◆ TASK TO CARRY OUT ◆
Count the lines in the listing below that hold the string "symbols". Reply with the number alone.

◆ DATA EXCERPTS ◆
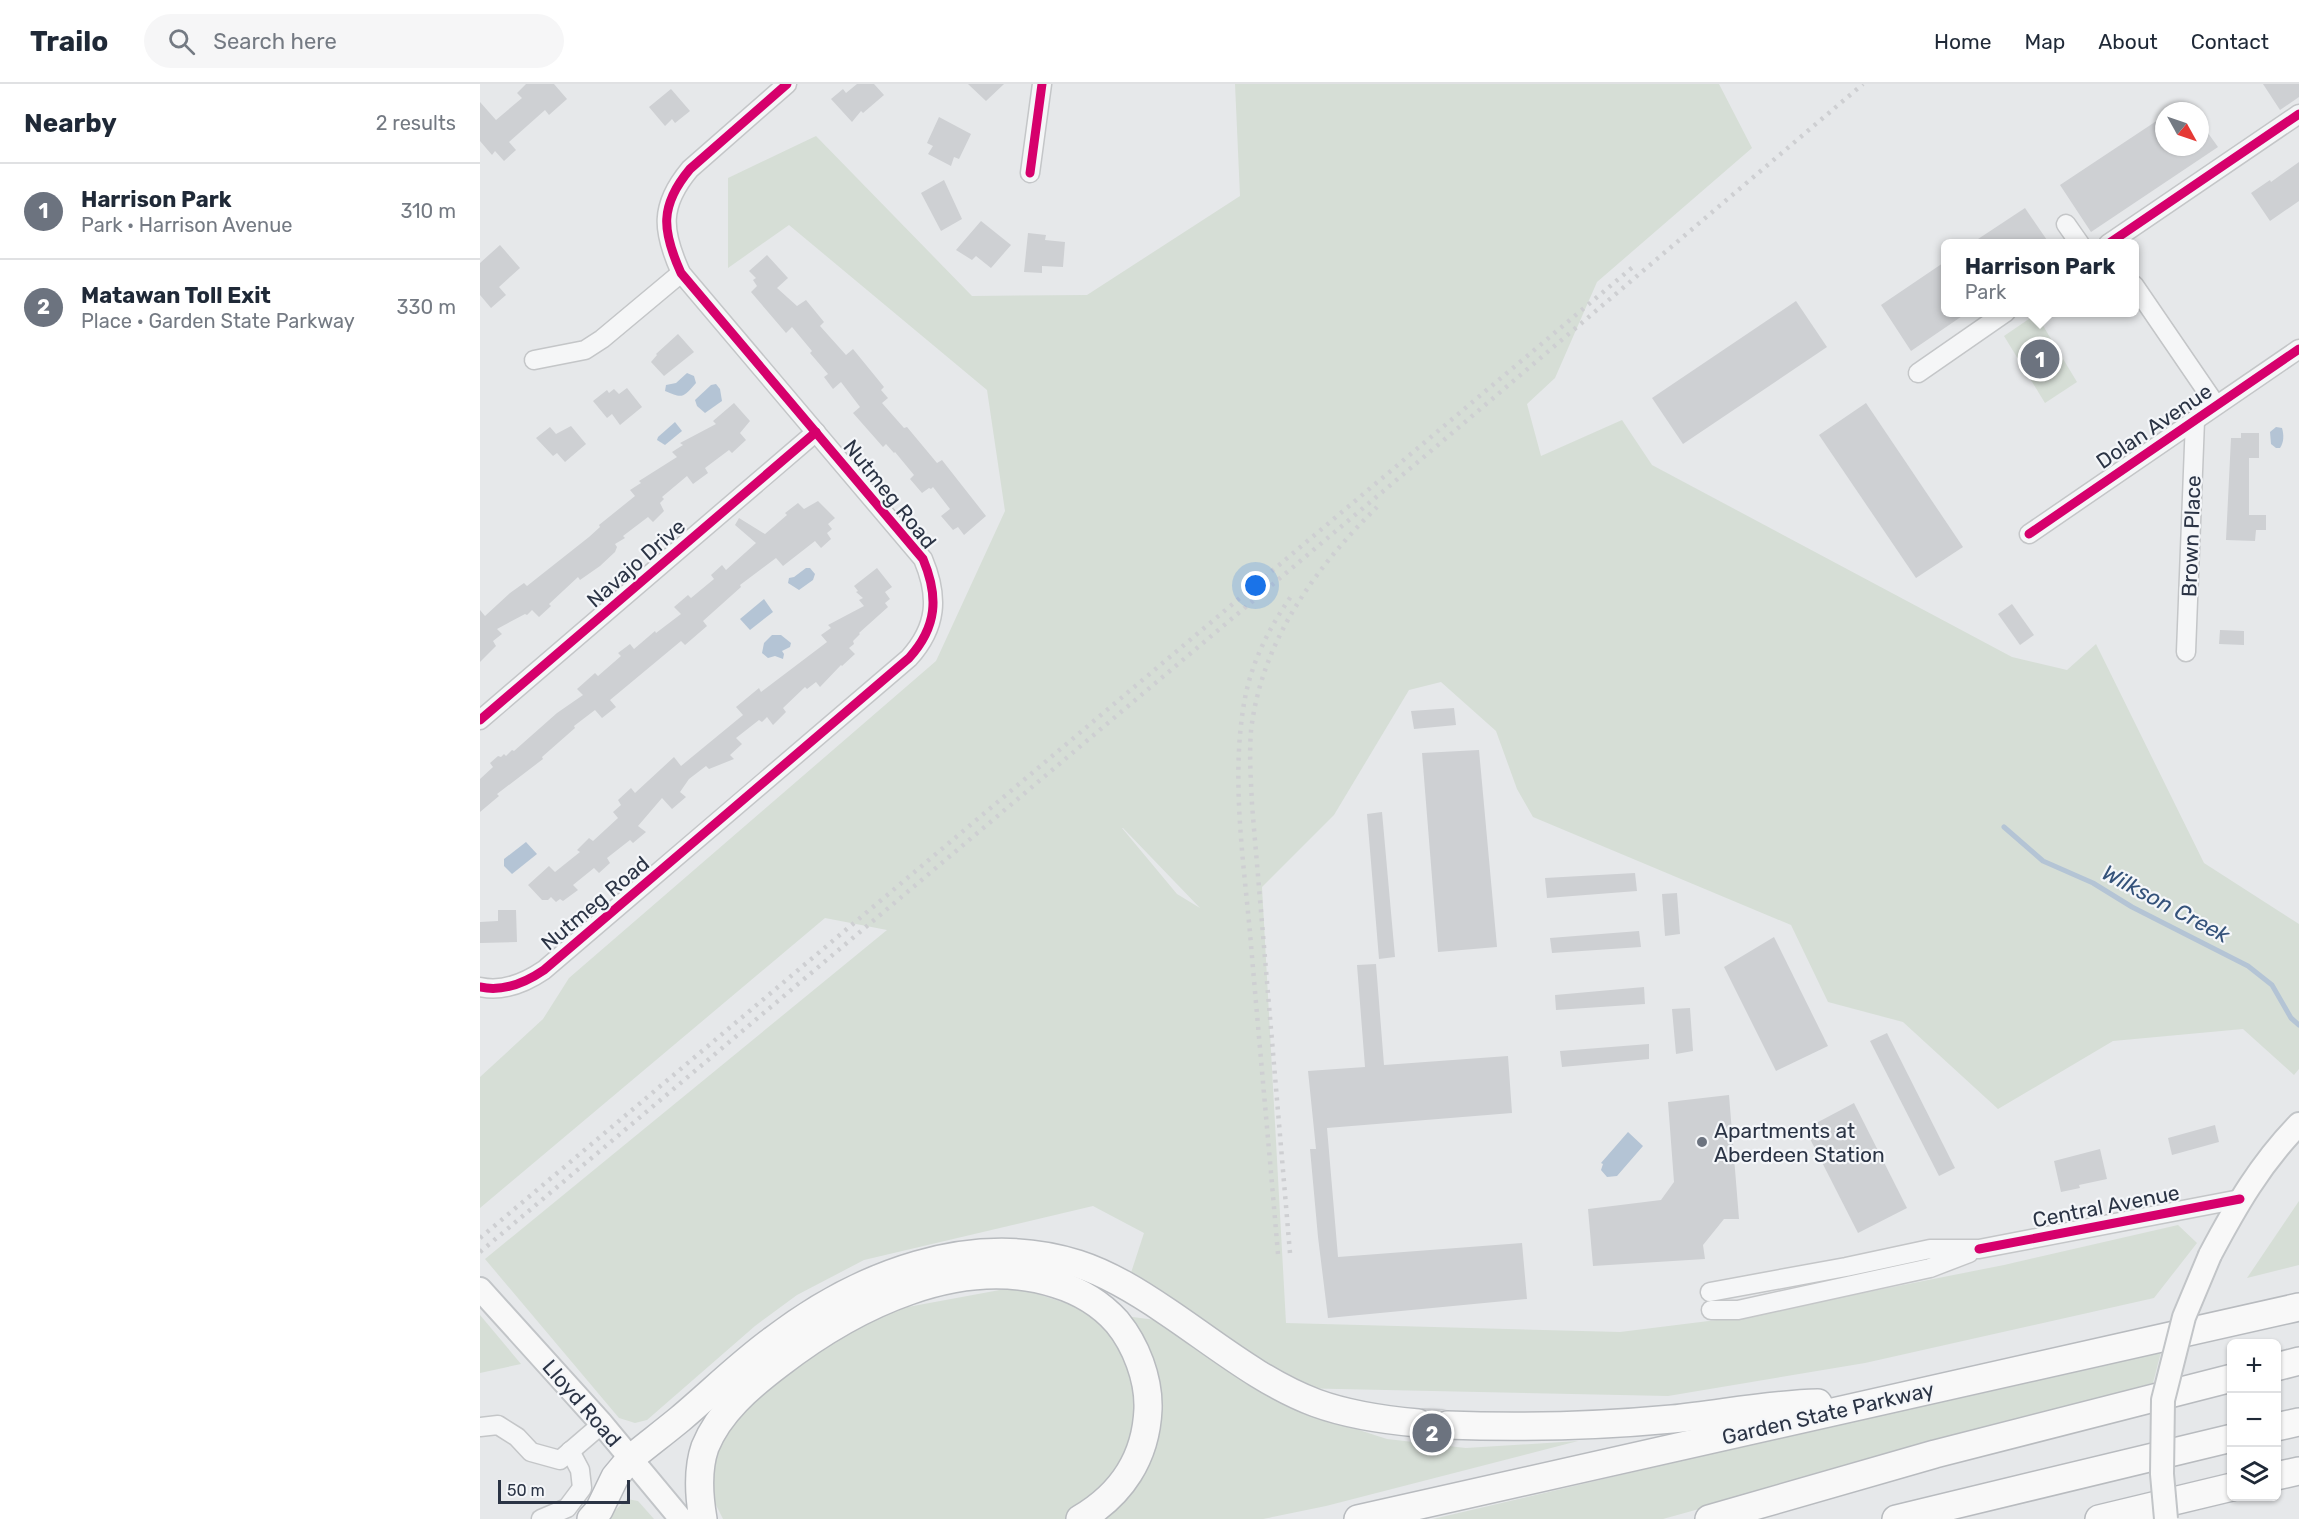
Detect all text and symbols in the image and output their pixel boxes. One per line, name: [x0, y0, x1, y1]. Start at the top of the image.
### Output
search box: [144, 14, 564, 68]
text: Trailo: [30, 25, 108, 58]
icon: search: [165, 25, 198, 58]
text: Search here: [213, 28, 337, 55]
text: Home: [1934, 29, 1991, 54]
text: Map: [2024, 29, 2065, 54]
text: About: [2098, 29, 2158, 54]
text: Contact: [2191, 29, 2269, 54]
north arrow: [2155, 102, 2209, 156]
text: Nearby: [24, 108, 117, 139]
text: 2 results: [376, 111, 456, 135]
text: Harrison Park: [81, 186, 232, 213]
text: 1: [39, 199, 48, 223]
text: 310 m: [400, 199, 456, 223]
text: Park · Harrison Avenue: [81, 213, 292, 237]
popup: [1941, 239, 2139, 317]
text: Harrison Park: [1965, 253, 2115, 280]
text: Park: [1965, 280, 2006, 304]
text: Matawan Toll Exit: [81, 282, 271, 309]
text: 2: [37, 295, 50, 319]
text: 330 m: [397, 295, 456, 319]
text: Place · Garden State Parkway: [81, 309, 355, 333]
pin: 1: [2020, 336, 2060, 382]
street label: Dolan Avenue: [2091, 378, 2217, 474]
street label: Nutmeg Road: [838, 434, 942, 554]
street label: Brown Place: [2176, 475, 2206, 597]
street label: Navajo Drive: [582, 514, 690, 612]
your location: [1241, 571, 1270, 600]
street label: Nutmeg Road: [536, 851, 654, 955]
water label: Wilkson Creek: [2098, 859, 2235, 949]
place label: Apartments at Aberdeen Station: [1714, 1118, 1885, 1167]
marker: Apartments at Aberdeen Station: [1695, 1135, 1709, 1149]
street label: Central Avenue: [2030, 1179, 2182, 1233]
map controls: [2227, 1339, 2281, 1501]
button: +: [2227, 1339, 2281, 1393]
street label: Lloyd Road: [537, 1354, 627, 1452]
street label: Garden State Parkway: [1720, 1376, 1937, 1450]
button: −: [2227, 1393, 2281, 1447]
pin: 2: [1412, 1410, 1452, 1456]
button: layers: [2227, 1447, 2281, 1501]
scale bar: [498, 1477, 630, 1504]
text: 50 m: [507, 1481, 545, 1500]

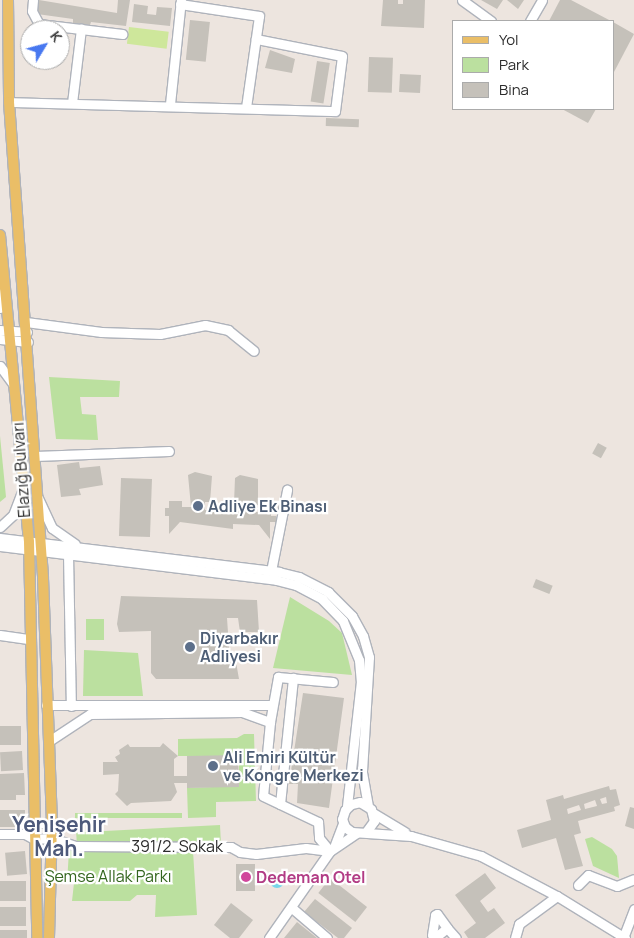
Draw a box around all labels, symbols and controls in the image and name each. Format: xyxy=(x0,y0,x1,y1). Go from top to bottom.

◆ RESPONSE TO THE TASK ◆
2